Strange Error While Attempting to Load DataSet

FDSRashid · September 11, 2023, 8:01pm

Hi all, I’m kind of a beginner with the HF Interface, I was trying to load a 16 MB dataset with arabic characters, and I get the following error: I’m honestly confused what the error is.

0/site-packages/datasets/table.py", line 1833, in wrapper
return func(array, *args, **kwargs)
File “/home/user/.local/lib/python3.10/site-packages/datasets/table.py”, line 2027, in array_cast
return array.cast(pa_type)
File “pyarrow/array.pxi”, line 980, in pyarrow.lib.Array.cast
File “/home/user/.local/lib/python3.10/site-packages/pyarrow/compute.py”, line 403, in cast
return call_function(“cast”, [arr], options, memory_pool)
File “pyarrow/_compute.pyx”, line 572, in pyarrow._compute.call_function
File “pyarrow/_compute.pyx”, line 367, in pyarrow._compute.Function.call
File “pyarrow/error.pxi”, line 144, in pyarrow.lib.pyarrow_internal_check_status
File “pyarrow/error.pxi”, line 100, in pyarrow.lib.check_status
pyarrow.lib.ArrowInvalid: Failed to parse string: ‘17 - “”’ as a scalar of type int64

The above exception was the direct cause of the following exception:

Traceback (most recent call last):
File “/home/user/app/app.py”, line 9, in
dataset = load_dataset(‘FDSRashid/hadith_info’,data_files = ‘Basic_Edge_Information.csv’, token = Secret_token, split = ‘train’)
File “/home/user/.local/lib/python3.10/site-packages/datasets/load.py”, line 2153, in load_dataset
builder_instance.download_and_prepare(
File “/home/user/.local/lib/python3.10/site-packages/datasets/builder.py”, line 954, in download_and_prepare
self._download_and_prepare(
File “/home/user/.local/lib/python3.10/site-packages/datasets/builder.py”, line 1049, in _download_and_prepare
self._prepare_split(split_generator, **prepare_split_kwargs)
File “/home/user/.local/lib/python3.10/site-packages/datasets/builder.py”, line 1813, in _prepare_split
for job_id, done, content in self._prepare_split_single(
File “/home/user/.local/lib/python3.10/site-packages/datasets/builder.py”, line 1958, in _prepare_split_single
raise DatasetGenerationError(“An error occurred while generating the dataset”) from e
datasets.builder.DatasetGenerationError: An error occurred while generating the dataset

lhoestq · September 21, 2023, 10:36am

It looks like your dataset has data of incoherent types. There seems to be a column that is loaded as type “int64” but the dataset content 17 - “” can’t be converted to an integer.

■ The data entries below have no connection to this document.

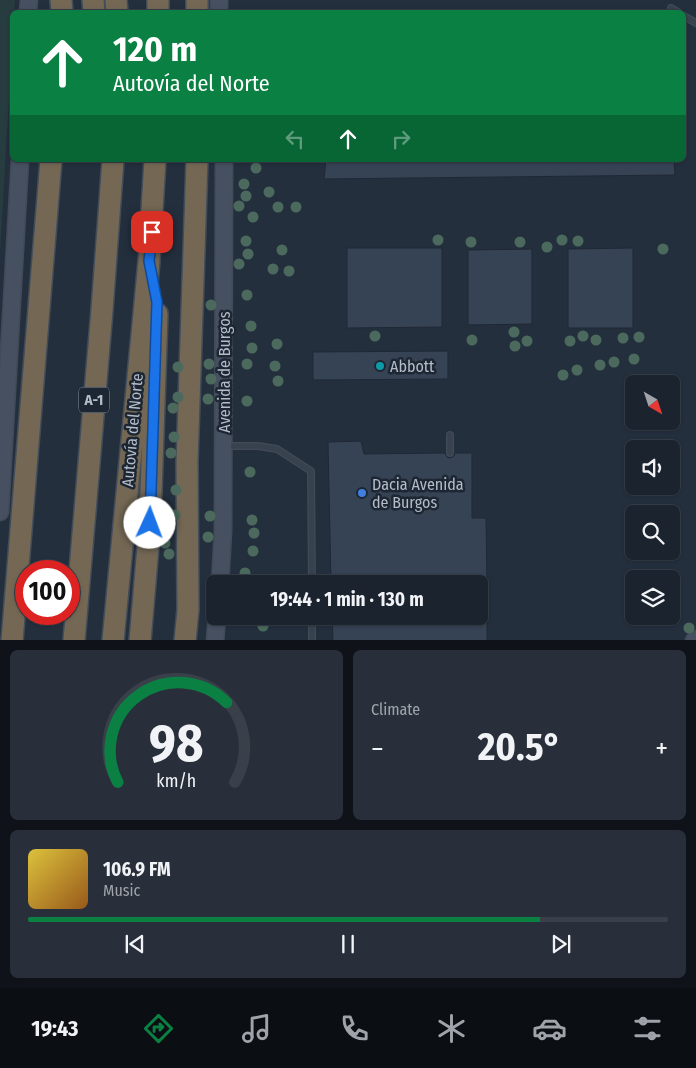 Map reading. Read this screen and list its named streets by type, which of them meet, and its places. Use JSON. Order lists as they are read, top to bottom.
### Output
{
  "streets": {
    "highway": ["A-1", "Autovía del Norte"],
    "street": ["Avenida de Burgos"]
  },
  "places": ["Abbott", "Dacia Avenida de Burgos"],
  "north": "bottom right",
  "page": {
    "turn": ["120 m", "Autovía del Norte"],
    "limit": "100",
    "trip": "19:44 · 1 min · 130 m",
    "tile": "Climate",
    "heat": ["−", "20.5°", "+"],
    "song": ["106.9 FM", "Music"],
    "tabs": "19:43",
    "gauge": ["98", "km/h"]
  }
}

Could you share some data samples and the code you used to load the dataset ? That would be helpful to investigate why you end up with this error

FDSRashid · September 24, 2023, 3:30am

this was precisely the error! i simply loaded the dataset using load_dataset('path/to/dataset') , without any modification to the dataset. there were some invalid rows with their values and some null values in the dataset - pyarrow chose the default datatype to be integers. i made a temporary fix by making a column schema and setting the data type of all the columns to string. however this leads me to my second issue, loading in datasets with null values. even when i set the column type to all be string, null values aren’t read in and load_dataset yields an error . now i’m confused on how to read in datasets with null values using the load_datasets() function.

lhoestq · September 24, 2023, 3:39pm

What’s the error messager ? load_dataset should work even if you have null values

FDSRashid · September 24, 2023, 5:40pm

this is my column schema : features = Features({'Book_ID': Value('int32'),'taraf_ID': Value('string'), 'Hadith_ID': Value('string'), 'matn': Value('string'), 'taraf_tally': Value('int32'), 'wordcount': Value('string'), 'Domain': Value('string'), 'Category': Value('string'), 'translation': Value('string')}) . When i try to to load in this dataset using this code : dataset = load_dataset("FDSRashid/hadith_info", data_files = 'All_Matns.csv', token = string1, features = features), i get the following error :

Failed to read file '/root/.cache/huggingface/datasets/downloads/ac7e243c60b61b8decc6fc884b4b76a7d6c12164953ec0f10a672362460a1bcd' with error <class 'ValueError'>: cannot safely convert passed user dtype of int32 for object dtyped data in column 4
ERROR:datasets.packaged_modules.csv.csv:Failed to read file '/root/.cache/huggingface/datasets/downloads/ac7e243c60b61b8decc6fc884b4b76a7d6c12164953ec0f10a672362460a1bcd' with error <class 'ValueError'>: cannot safely convert passed user dtype of int32 for object dtyped data in column 4
---------------------------------------------------------------------------
TypeError                                 Traceback (most recent call last)
/usr/local/lib/python3.10/dist-packages/pandas/_libs/parsers.pyx in pandas._libs.parsers.TextReader._convert_tokens()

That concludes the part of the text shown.